Segment Start: Available records

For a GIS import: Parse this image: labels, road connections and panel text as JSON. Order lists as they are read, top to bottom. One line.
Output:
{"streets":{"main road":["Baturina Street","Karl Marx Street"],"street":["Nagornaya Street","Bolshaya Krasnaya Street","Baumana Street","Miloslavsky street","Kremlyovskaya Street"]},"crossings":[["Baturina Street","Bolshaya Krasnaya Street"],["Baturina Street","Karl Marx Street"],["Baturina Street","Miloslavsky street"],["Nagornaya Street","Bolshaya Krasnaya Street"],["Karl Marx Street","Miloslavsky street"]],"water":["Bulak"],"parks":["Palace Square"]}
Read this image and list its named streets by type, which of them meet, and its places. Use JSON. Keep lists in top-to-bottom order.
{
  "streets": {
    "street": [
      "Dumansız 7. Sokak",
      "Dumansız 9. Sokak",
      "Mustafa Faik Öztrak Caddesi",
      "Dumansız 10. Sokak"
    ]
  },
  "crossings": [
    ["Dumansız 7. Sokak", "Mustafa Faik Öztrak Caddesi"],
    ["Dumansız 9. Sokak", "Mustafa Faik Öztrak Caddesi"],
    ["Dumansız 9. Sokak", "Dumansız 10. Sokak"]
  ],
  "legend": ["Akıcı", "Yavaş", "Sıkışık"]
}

Segment End: Available records

→ What is expected:
Using the records above as the source, restate each line verbatim.

→ Written reply:
For a GIS import: Parse this image: labels, road connections and panel text as JSON. Order lists as they are read, top to bottom. One line.
Output:
{"streets":{"main road":["Baturina Street","Karl Marx Street"],"street":["Nagornaya Street","Bolshaya Krasnaya Street","Baumana Street","Miloslavsky street","Kremlyovskaya Street"]},"crossings":[["Baturina Street","Bolshaya Krasnaya Street"],["Baturina Street","Karl Marx Street"],["Baturina Street","Miloslavsky street"],["Nagornaya Street","Bolshaya Krasnaya Street"],["Karl Marx Street","Miloslavsky street"]],"water":["Bulak"],"parks":["Palace Square"]}
Read this image and list its named streets by type, which of them meet, and its places. Use JSON. Keep lists in top-to-bottom order.
{
  "streets": {
    "street": [
      "Dumansız 7. Sokak",
      "Dumansız 9. Sokak",
      "Mustafa Faik Öztrak Caddesi",
      "Dumansız 10. Sokak"
    ]
  },
  "crossings": [
    ["Dumansız 7. Sokak", "Mustafa Faik Öztrak Caddesi"],
    ["Dumansız 9. Sokak", "Mustafa Faik Öztrak Caddesi"],
    ["Dumansız 9. Sokak", "Dumansız 10. Sokak"]
  ],
  "legend": ["Akıcı", "Yavaş", "Sıkışık"]
}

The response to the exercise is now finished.